それにリディアちゃんがどんなに心配しても、明日の首脳会談をどうすることも出来ないのを忘れないの!
じゃあね、お休み。」

……。

エマは好き勝手に話して飲み食いして帰っていった。


だが…エマの言う通りだ。
ハイネ殿下が私に求婚したことにカイザー丞相が抗議しに我が国に来たのならば、抗議させればいいだけではないか?
カイザー丞相の交渉が成功し、ハイネ殿下は予定通りミネルバ王女と婚約してくれたら私には何の問題もない。
そうなればあの男が頼もしく思える…。
しかし…カイザー丞相はハイネ殿下とスールシャール王国と関わらない方が、ミネルバ王女とリーセ王国を自由に操れるのでは?
ならば全力でハイネ殿下を応援し、あの男は無理矢理にでも私にウェディングドレスを着せるのか?
そうなればあの男が恐ろしい…。

だが、たかだか騎士団長の私は殿下やロイが参加する会議に参加出来ない…。

だからこの度、将軍に任命されたら、やっとロイに追い付けると思ったのに!
ハイネ殿下から将軍の勲章を授かる代わりに婚約指輪だなんてあんまりだ…。
****

どんなに朝が来てほしくないと願っても、太陽は容赦なかった。
丞相は勿論、殿下にもロイにも会いたくなかった。
だがそれ以上に、自分の知らない所で会議が進むのが我慢ならなかった。

上の連中に関係なく、私は花乙女騎士団の部下と共に早朝の訓練をしてると…。

「おはよう、リディア君、お久しぶりだね。
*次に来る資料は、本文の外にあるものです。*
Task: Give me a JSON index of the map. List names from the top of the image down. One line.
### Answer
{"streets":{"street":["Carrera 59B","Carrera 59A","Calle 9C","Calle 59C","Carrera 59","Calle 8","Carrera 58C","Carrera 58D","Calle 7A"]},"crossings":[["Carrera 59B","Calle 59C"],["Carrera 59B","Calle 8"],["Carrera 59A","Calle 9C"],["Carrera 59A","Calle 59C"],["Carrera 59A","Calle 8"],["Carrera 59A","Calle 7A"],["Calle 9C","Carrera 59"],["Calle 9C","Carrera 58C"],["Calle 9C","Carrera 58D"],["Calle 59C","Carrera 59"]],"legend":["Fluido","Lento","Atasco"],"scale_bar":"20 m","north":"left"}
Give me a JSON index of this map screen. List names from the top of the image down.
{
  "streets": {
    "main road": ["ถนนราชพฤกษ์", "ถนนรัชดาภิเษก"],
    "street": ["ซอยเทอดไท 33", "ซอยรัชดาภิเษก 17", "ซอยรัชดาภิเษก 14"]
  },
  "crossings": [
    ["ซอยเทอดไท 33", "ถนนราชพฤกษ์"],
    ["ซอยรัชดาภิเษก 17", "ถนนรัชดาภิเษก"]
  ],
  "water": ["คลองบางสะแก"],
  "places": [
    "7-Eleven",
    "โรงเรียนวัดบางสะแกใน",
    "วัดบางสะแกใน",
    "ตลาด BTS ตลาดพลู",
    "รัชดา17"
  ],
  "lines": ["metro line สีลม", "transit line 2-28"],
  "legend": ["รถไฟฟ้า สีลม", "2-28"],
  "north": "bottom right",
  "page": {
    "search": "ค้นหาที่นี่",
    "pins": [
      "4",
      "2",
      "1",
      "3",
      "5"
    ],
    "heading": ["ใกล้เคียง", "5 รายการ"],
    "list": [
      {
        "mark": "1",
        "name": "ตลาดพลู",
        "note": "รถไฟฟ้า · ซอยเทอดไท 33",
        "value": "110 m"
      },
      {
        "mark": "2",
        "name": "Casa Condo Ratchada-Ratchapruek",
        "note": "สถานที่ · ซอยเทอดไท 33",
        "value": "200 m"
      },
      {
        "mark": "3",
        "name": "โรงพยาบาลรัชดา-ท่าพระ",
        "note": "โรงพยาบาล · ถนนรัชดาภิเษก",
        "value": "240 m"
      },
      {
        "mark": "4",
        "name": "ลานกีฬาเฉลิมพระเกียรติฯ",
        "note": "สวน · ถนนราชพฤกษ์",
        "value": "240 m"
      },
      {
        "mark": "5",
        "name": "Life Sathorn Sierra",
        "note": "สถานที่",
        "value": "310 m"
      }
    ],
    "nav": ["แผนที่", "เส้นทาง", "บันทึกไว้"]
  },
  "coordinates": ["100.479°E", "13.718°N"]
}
」

「グレゴリウス司教様!
こんな早朝からどうして?」

「昨夜、カイザー丞相の召し使いから、ハイネ殿下やロイ君と共に宗教会議に参加してほしいとお願いされてね。
本来なら不躾な物言いに断るつもりだったが、今話題の歴史学者アルフォンソ=パウエル殿も招かれてると聞いてね。
司教の立場として、是非とも彼が唱える『大破壊』の説を検証したくてね。
先にロイ君とも話したが、彼もワシと同じく子供のようにはしゃしでおったわい。」

…やられた!
丞相は司教と歴史学者を同席させて、あくまで宗教会議として殿下の婚約騒動を責めるつもりだ!